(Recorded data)
-- Opening Marker --

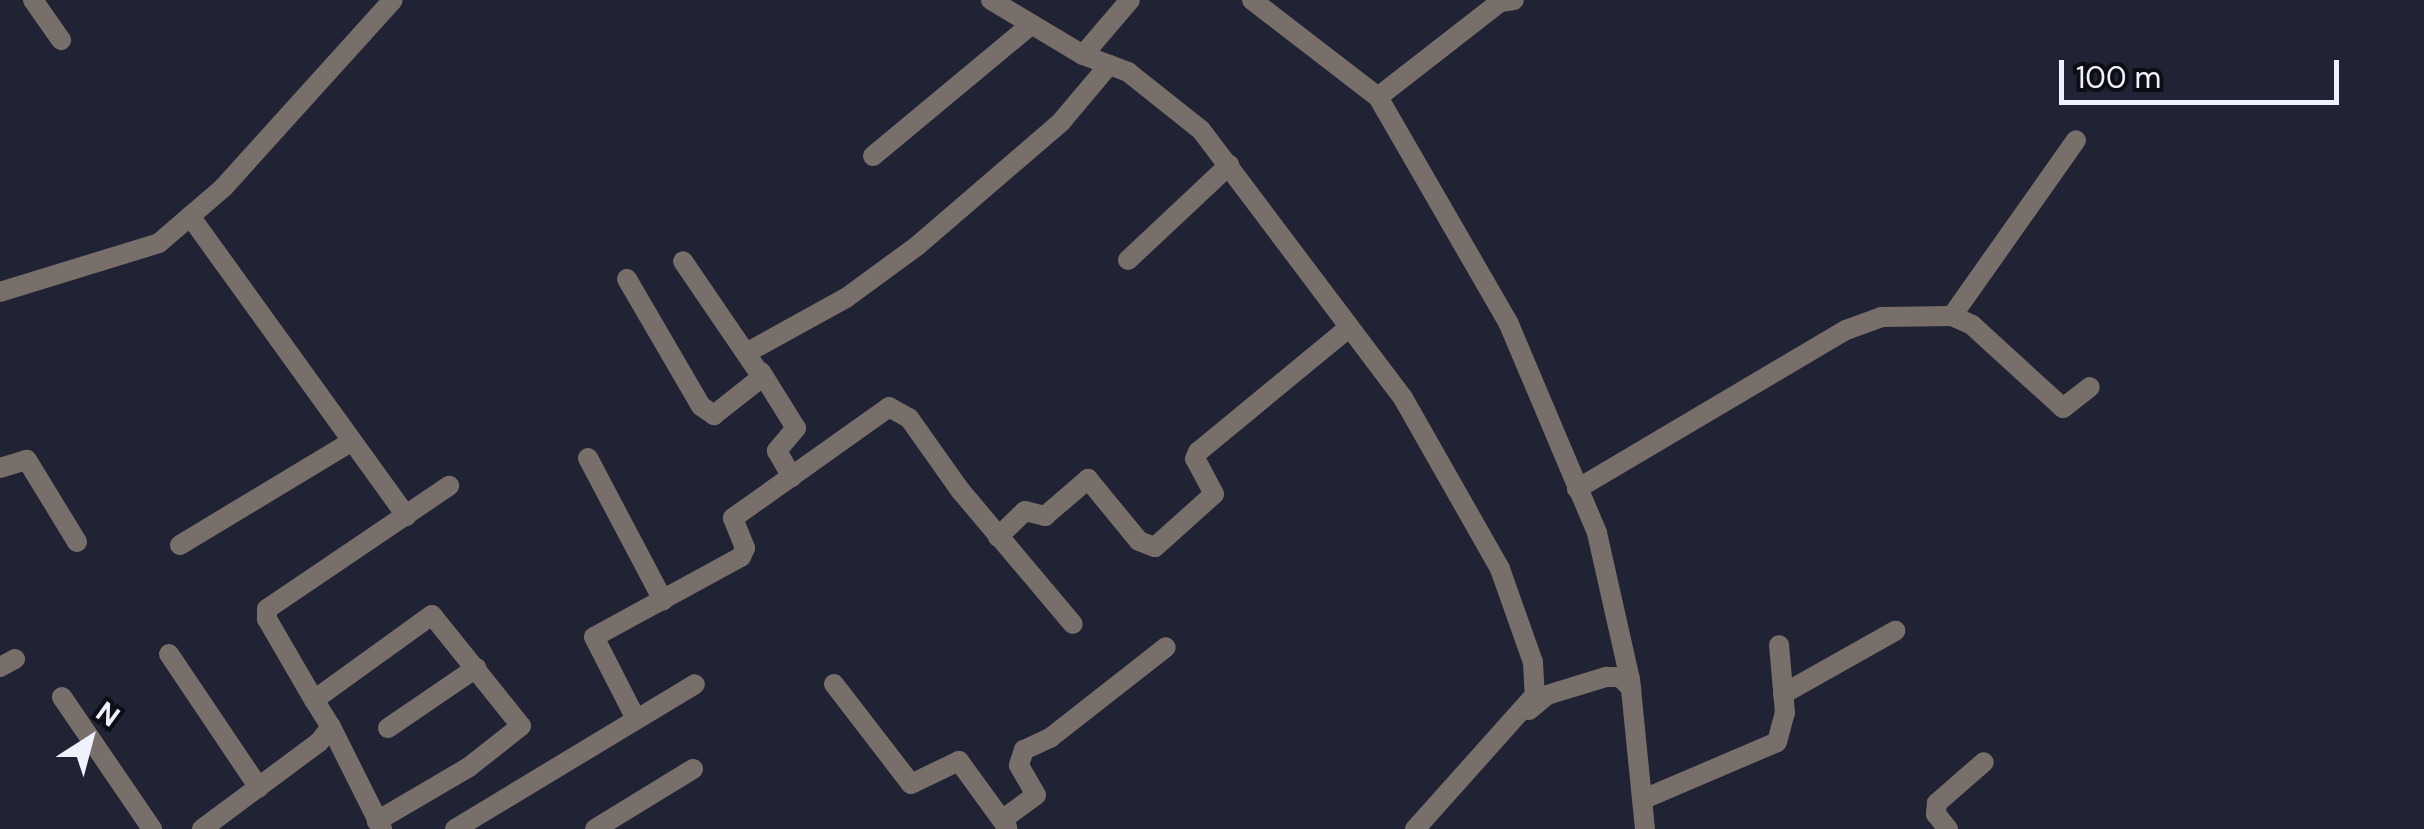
<!DOCTYPE html>
<style>
body{margin:0}
#map{position:relative;width:2424px;height:829px;overflow:hidden;background:#202334;font-family:"DM Sans",sans-serif}
div>[style]{position:absolute}
.street>*{height:20px;margin:-10px;padding:0 10px;transform-origin:10px;border-radius:10px;background:#796f6a}
span{translate:-50% -50%;white-space:nowrap;text-align:center;line-height:1.15;-webkit-text-stroke:8px #0c0d15;paint-order:stroke}
.north{position:absolute;left:40px;top:689px;width:100px;height:100px;-webkit-text-stroke:8px #0c0d15;paint-order:stroke;rotate:36deg;font-size:28px;font-weight:700;line-height:40px;text-align:center;color:#eff2fd}
.north::after{content:'';display:block;margin:auto;width:35px;height:45px;background:#eff2fd;clip-path:polygon(50% 0,100% 100%,50% 72%,0 100%)}
.scale{position:absolute;left:2059px;top:60px;width:280px;height:45px;box-sizing:border-box;border:5px solid #eff2fd;border-top:0;padding-left:12px;font-size:30px;line-height:35px;white-space:nowrap;color:#eff2fd;-webkit-text-stroke:8px #0c0d15;paint-order:stroke}
</style>
<div id="map">
<div class="street">
<div style="left:33px;top:0;width:49px;rotate:55deg"></div>
<div style="left:991px;top:0;width:107px;rotate:30.9deg"></div>
<div style="left:1083px;top:55px;width:48px;rotate:20.7deg"></div>
<div style="left:1128px;top:72px;width:93px;rotate:38.5deg"></div>
<div style="left:1201px;top:130px;width:336px;rotate:53deg"></div>
<div style="left:1403px;top:398px;width:197px;rotate:60.4deg"></div>
<div style="left:1500px;top:569px;width:99px;rotate:70.5deg"></div>
<div style="left:1533px;top:662px;width:33px;rotate:87deg"></div>
<div style="left:1535px;top:695px;width:180px;rotate:131.8deg"></div>
<div style="left:1252px;top:0;width:159px;rotate:37.6deg"></div>
<div style="left:1378px;top:97px;width:260px;rotate:60deg"></div>
<div style="left:1508px;top:322px;width:229px;rotate:67.1deg"></div>
<div style="left:1597px;top:533px;width:150px;rotate:77.3deg"></div>
<div style="left:1630px;top:679px;width:151px;rotate:84.3deg"></div>
<div style="left:1083px;top:55px;width:72px;rotate:-49.5deg"></div>
<div style="left:1378px;top:97px;width:155px;rotate:-37.9deg"></div>
<div style="left:1500px;top:2px;width:14px;rotate:-8deg"></div>
<div style="left:873px;top:156px;width:205px;rotate:-39.7deg"></div>
<div style="left:190px;top:216px;width:370px;rotate:54.2deg"></div>
<div style="left:1128px;top:260px;width:139px;rotate:-43.2deg"></div>
<div style="left:627px;top:279px;width:147px;rotate:59.8deg"></div>
<div style="left:701px;top:406px;width:16px;rotate:35deg"></div>
<div style="left:714px;top:415px;width:61px;rotate:-38.4deg"></div>
<div style="left:762px;top:377px;width:140px;rotate:-124.3deg"></div>
<div style="left:0;top:292px;width:166px;rotate:-17.1deg"></div>
<div style="left:159px;top:243px;width:84px;rotate:-40.7deg"></div>
<div style="left:223px;top:188px;width:253px;rotate:-47.9deg"></div>
<div style="left:1952px;top:316px;width:215px;rotate:-54.8deg"></div>
<div style="left:748px;top:352px;width:112px;rotate:-28.9deg"></div>
<div style="left:846px;top:298px;width:88px;rotate:-36.2deg"></div>
<div style="left:917px;top:246px;width:190px;rotate:-40.7deg"></div>
<div style="left:1061px;top:122px;width:75px;rotate:-49.9deg"></div>
<div style="left:761px;top:372px;width:66px;rotate:58deg"></div>
<div style="left:796px;top:428px;width:30px;rotate:130deg"></div>
<div style="left:777px;top:451px;width:30px;rotate:60deg"></div>
<div style="left:588px;top:458px;width:161px;rotate:62.2deg"></div>
<div style="left:0;top:468px;width:28px;rotate:-17deg"></div>
<div style="left:27px;top:460px;width:96px;rotate:58.6deg"></div>
<div style="left:1577px;top:489px;width:312px;rotate:-30.6deg"></div>
<div style="left:1846px;top:330px;width:38px;rotate:-20deg"></div>
<div style="left:1882px;top:317px;width:70px;rotate:-0.8deg"></div>
<div style="left:1952px;top:316px;width:22px;rotate:24deg"></div>
<div style="left:1972px;top:325px;width:123px;rotate:42.4deg"></div>
<div style="left:2063px;top:408px;width:34px;rotate:-38deg"></div>
<div style="left:998px;top:537px;width:37px;rotate:-44deg"></div>
<div style="left:1025px;top:511px;width:21px;rotate:14deg"></div>
<div style="left:1045px;top:516px;width:57px;rotate:-40.7deg"></div>
<div style="left:1088px;top:479px;width:80px;rotate:50.6deg"></div>
<div style="left:1139px;top:541px;width:17px;rotate:21deg"></div>
<div style="left:1155px;top:547px;width:79px;rotate:-41.9deg"></div>
<div style="left:1214px;top:494px;width:40px;rotate:-118deg"></div>
<div style="left:1195px;top:459px;width:8px;rotate:-67deg"></div>
<div style="left:1198px;top:452px;width:193px;rotate:-39.5deg"></div>
<div style="left:180px;top:545px;width:197px;rotate:-31.1deg"></div>
<div style="left:169px;top:654px;width:161px;rotate:56.1deg"></div>
<div style="left:0;top:667px;width:17px;rotate:-28deg"></div>
<div style="left:834px;top:684px;width:126px;rotate:52.4deg"></div>
<div style="left:911px;top:784px;width:53px;rotate:-25.6deg"></div>
<div style="left:959px;top:761px;width:82px;rotate:54deg"></div>
<div style="left:1783px;top:694px;width:129px;rotate:-29.4deg"></div>
<div style="left:62px;top:697px;width:160px;rotate:55.7deg"></div>
<div style="left:314px;top:700px;width:94px;rotate:-120.1deg"></div>
<div style="left:267px;top:619px;width:10px;rotate:-90deg"></div>
<div style="left:267px;top:609px;width:220px;rotate:-34.1deg"></div>
<div style="left:1529px;top:710px;width:23px;rotate:-40deg"></div>
<div style="left:1547px;top:695px;width:62px;rotate:-17deg"></div>
<div style="left:1606px;top:677px;width:14px"></div>
<div style="left:1620px;top:677px;width:16px;rotate:45deg"></div>
<div style="left:636px;top:719px;width:92px;rotate:-117.1deg"></div>
<div style="left:594px;top:637px;width:167px;rotate:-28.6deg"></div>
<div style="left:741px;top:557px;width:10px;rotate:-66deg"></div>
<div style="left:745px;top:548px;width:32px;rotate:-112deg"></div>
<div style="left:733px;top:518px;width:191px;rotate:-35.4deg"></div>
<div style="left:889px;top:407px;width:23px;rotate:29deg"></div>
<div style="left:909px;top:418px;width:88px;rotate:54.7deg"></div>
<div style="left:960px;top:490px;width:175px;rotate:49.9deg"></div>
<div style="left:331px;top:727px;width:114px;rotate:63.4deg"></div>
<div style="left:388px;top:728px;width:107px;rotate:-34.3deg"></div>
<div style="left:1646px;top:798px;width:142px;rotate:-23.1deg"></div>
<div style="left:1777px;top:742px;width:30px;rotate:-75deg"></div>
<div style="left:1785px;top:713px;width:68px;rotate:-95deg"></div>
<div style="left:1002px;top:820px;width:42px;rotate:-36.3deg"></div>
<div style="left:1036px;top:795px;width:34px;rotate:-120deg"></div>
<div style="left:1019px;top:765px;width:16px;rotate:-72deg"></div>
<div style="left:1024px;top:750px;width:29px;rotate:-25deg"></div>
<div style="left:1050px;top:738px;width:147px;rotate:-38.1deg"></div>
<div style="left:202px;top:829px;width:146px;rotate:-36.6deg"></div>
<div style="left:319px;top:742px;width:19px;rotate:-51deg"></div>
<div style="left:331px;top:727px;width:32px;rotate:-122deg"></div>
<div style="left:314px;top:700px;width:145px;rotate:-35.8deg"></div>
<div style="left:432px;top:615px;width:142px;rotate:51.3deg"></div>
<div style="left:521px;top:726px;width:66px;rotate:141.7deg"></div>
<div style="left:469px;top:767px;width:107px;rotate:149.6deg"></div>
<div style="left:455px;top:829px;width:280px;rotate:-31.1deg"></div>
<div style="left:595px;top:829px;width:115px;rotate:-31.5deg"></div>
<div style="left:1948px;top:829px;width:19px;rotate:-129deg"></div>
<div style="left:1936px;top:814px;width:11px;rotate:-85deg"></div>
<div style="left:1937px;top:803px;width:62px;rotate:-41.1deg"></div>
</div>
<div class="north">N</div>
<div class="scale">100 m</div>
</div>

-- Closing Marker --

## Task goal
Go through the records above and copy each line where "north" is found.

## Expected output
.north{position:absolute;left:40px;top:689px;width:100px;height:100px;-webkit-text-stroke:8px #0c0d15;paint-order:stroke;rotate:36deg;font-size:28px;font-weight:700;line-height:40px;text-align:center;color:#eff2fd}
.north::after{content:'';display:block;margin:auto;width:35px;height:45px;background:#eff2fd;clip-path:polygon(50% 0,100% 100%,50% 72%,0 100%)}
<div class="north">N</div>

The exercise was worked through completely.